NT Police Fire and Emergency Services said they had a collection of pre-recorded messages in different languages, supplied to the ABC and the Top End Aboriginal Bush Broadcasters Association, which included information on how to prepare for a cyclone — but they also provided no rolling updates.
Limited Kriol weather translations
An Australian National University-affiliated linguist and Kriol speaker, Greg Dickson, said while the generic cyclone preparedness messages in Kriol were good in principle, they lacked vital, up-to-date information.
“Without similar advice on how far the cyclone is from your community, how strong it is, where it’s actually heading, when it might be expected to arrive, it’s not really equipping people properly on when and whether they should be acting the way that is given in the advice,” he said.

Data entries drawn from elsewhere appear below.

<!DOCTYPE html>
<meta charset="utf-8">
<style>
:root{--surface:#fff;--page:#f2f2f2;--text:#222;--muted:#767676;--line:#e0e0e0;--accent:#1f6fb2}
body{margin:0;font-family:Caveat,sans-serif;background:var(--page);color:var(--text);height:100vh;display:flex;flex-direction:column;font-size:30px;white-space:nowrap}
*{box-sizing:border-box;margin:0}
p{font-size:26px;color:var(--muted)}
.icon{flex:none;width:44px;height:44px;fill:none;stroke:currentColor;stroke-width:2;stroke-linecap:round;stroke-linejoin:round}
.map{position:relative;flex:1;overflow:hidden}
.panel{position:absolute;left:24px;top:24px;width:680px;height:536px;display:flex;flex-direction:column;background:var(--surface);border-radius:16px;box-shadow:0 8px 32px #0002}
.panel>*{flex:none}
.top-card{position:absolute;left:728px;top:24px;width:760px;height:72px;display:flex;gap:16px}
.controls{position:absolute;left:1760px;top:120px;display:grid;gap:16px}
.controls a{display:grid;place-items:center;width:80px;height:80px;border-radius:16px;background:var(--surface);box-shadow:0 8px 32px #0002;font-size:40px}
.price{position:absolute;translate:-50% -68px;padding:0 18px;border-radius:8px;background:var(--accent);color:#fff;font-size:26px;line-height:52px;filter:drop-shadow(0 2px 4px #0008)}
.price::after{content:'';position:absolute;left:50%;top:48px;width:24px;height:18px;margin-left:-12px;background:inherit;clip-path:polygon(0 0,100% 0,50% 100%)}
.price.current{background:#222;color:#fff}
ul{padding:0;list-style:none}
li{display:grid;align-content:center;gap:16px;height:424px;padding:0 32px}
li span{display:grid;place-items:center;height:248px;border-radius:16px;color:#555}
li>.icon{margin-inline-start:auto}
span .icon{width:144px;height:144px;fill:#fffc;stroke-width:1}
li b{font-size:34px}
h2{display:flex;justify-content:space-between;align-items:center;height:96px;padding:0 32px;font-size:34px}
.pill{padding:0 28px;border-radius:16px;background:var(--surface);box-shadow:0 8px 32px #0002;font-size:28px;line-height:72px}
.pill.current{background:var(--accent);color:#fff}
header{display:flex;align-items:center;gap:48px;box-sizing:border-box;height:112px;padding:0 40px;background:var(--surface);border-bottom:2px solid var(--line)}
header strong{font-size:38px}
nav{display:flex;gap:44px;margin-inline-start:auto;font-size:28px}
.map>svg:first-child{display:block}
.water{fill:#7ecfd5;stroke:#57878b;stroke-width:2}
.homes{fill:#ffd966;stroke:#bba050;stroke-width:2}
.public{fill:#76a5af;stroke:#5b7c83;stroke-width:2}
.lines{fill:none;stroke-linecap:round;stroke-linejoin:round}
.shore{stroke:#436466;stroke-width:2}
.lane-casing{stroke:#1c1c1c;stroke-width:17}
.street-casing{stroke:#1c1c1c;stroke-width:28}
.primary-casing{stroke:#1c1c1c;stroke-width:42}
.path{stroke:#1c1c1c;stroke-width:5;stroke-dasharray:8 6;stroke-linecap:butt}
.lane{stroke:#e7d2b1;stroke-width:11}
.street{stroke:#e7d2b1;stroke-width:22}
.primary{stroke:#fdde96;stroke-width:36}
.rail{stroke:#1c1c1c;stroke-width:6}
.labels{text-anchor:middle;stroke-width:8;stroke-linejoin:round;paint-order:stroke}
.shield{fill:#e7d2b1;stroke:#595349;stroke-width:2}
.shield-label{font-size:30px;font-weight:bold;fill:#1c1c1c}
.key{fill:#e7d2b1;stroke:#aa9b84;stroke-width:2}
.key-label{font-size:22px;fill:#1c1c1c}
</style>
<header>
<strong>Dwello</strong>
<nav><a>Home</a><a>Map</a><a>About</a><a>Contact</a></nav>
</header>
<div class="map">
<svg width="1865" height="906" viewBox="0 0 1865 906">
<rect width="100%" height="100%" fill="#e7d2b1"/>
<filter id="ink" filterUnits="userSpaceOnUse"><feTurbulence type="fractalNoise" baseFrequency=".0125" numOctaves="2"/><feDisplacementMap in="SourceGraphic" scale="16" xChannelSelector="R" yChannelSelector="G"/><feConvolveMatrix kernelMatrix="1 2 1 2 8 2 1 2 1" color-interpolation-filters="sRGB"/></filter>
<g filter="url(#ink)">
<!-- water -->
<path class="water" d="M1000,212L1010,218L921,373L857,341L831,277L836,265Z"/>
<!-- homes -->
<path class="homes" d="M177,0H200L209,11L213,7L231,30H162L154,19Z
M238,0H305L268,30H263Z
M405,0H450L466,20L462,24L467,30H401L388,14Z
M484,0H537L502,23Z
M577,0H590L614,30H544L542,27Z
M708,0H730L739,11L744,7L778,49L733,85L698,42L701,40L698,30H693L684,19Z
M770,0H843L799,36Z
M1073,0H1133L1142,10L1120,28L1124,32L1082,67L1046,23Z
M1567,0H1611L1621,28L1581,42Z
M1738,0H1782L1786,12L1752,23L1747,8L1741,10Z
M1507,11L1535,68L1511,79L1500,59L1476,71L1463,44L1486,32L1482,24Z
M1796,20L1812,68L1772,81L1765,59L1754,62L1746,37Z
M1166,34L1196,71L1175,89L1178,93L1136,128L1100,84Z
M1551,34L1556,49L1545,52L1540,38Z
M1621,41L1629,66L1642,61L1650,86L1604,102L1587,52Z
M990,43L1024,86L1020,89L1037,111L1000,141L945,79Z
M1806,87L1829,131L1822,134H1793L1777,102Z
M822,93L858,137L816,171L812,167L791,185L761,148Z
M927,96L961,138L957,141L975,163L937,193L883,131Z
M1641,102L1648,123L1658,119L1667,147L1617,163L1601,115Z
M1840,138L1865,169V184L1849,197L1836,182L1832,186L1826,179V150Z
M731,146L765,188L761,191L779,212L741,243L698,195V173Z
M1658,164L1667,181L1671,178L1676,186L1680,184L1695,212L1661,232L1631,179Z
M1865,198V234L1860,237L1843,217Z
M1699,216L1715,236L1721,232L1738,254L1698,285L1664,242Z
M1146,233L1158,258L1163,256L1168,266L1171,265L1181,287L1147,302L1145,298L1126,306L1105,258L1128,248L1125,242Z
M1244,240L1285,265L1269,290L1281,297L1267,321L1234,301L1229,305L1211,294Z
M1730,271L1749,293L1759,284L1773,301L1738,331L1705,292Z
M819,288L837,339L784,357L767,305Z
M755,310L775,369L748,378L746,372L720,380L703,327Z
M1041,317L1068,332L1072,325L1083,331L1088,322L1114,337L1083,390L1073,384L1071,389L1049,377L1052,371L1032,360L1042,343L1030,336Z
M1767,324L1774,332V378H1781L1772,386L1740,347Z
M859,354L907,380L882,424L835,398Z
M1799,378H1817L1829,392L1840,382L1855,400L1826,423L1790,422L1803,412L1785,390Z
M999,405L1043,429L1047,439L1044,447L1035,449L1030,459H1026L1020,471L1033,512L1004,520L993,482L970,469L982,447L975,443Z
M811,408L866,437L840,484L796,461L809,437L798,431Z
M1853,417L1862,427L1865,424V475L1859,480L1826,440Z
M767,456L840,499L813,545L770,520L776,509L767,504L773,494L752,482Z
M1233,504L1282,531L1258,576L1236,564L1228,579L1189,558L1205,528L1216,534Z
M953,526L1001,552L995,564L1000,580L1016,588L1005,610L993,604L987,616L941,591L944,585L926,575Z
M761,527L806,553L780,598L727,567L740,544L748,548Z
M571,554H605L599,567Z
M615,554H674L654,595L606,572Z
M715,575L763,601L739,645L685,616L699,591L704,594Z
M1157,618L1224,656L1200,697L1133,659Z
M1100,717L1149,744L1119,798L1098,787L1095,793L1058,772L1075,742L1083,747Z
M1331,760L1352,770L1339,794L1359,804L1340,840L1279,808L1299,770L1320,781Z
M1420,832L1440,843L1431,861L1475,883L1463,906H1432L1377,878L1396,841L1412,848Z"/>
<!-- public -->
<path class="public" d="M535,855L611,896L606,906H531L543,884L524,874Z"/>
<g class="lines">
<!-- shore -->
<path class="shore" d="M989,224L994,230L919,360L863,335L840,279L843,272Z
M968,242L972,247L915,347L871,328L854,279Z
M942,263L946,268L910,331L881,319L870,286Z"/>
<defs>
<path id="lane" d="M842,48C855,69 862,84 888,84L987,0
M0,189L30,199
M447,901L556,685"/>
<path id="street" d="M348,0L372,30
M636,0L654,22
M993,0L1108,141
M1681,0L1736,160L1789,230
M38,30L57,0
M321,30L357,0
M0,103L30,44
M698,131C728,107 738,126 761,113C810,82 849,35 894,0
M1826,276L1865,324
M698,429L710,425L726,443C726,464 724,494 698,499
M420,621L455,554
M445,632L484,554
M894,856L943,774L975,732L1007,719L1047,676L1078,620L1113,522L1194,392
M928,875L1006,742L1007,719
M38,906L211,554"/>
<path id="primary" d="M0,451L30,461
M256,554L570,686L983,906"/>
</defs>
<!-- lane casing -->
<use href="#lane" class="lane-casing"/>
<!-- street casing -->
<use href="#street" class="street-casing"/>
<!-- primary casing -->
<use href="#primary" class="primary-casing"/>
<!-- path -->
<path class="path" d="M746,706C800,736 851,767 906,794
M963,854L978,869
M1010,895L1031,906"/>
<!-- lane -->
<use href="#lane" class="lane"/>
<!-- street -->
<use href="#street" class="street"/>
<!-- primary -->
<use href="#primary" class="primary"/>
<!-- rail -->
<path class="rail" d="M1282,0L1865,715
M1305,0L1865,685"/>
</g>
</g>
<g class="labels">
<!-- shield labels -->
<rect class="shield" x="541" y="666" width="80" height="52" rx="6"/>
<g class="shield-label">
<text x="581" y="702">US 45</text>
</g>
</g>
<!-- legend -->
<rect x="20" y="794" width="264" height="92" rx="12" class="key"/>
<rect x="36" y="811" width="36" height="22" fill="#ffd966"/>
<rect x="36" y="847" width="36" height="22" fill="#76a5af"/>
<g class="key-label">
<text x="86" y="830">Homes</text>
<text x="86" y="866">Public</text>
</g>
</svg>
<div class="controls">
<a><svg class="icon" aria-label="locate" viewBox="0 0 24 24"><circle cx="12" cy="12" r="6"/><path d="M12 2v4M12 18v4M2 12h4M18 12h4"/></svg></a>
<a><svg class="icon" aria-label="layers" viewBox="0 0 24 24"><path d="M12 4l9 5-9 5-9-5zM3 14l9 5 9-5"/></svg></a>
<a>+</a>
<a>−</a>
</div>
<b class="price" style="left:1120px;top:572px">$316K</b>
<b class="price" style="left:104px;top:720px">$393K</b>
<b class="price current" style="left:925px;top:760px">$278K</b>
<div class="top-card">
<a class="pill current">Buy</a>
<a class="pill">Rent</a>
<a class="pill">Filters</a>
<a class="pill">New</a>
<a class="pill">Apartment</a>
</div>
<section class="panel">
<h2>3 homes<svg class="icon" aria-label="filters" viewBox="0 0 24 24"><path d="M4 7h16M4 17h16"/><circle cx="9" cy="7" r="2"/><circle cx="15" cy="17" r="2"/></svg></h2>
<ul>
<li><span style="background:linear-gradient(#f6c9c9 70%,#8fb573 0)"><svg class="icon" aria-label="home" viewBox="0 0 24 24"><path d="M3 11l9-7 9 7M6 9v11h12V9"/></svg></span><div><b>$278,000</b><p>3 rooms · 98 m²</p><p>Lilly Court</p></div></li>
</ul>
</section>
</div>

“People are being told what they should be doing in case of an emergency but not really given clear information as to exactly whether or not an emergency is happening now.”
The ABC broadcasts one daily news bulletin in Kriol, but Mr Dickson, who was in Katherine during the cyclone, said that when the system was developing and changing that information quickly went out of date.
During Cyclone Trevor, he started translating updated weather warnings from the Bureau of Meteorology from English into Kriol for free, which he posted on social media and his personal blog.
He said the idea that responsible organisations had no formal policy on translating emergency messaging into local languages was “mind-boggling”.
“It really does boggle my brain that they have no policy of providing stuff in first languages — am I crazy, or is that kind of crazy?
“You are providing emergency information that needs to go to every citizen in a location, but if you’re only doing that in English, you are really only sending that message to a proportion of the place where you’re supposed to be sending the message to.”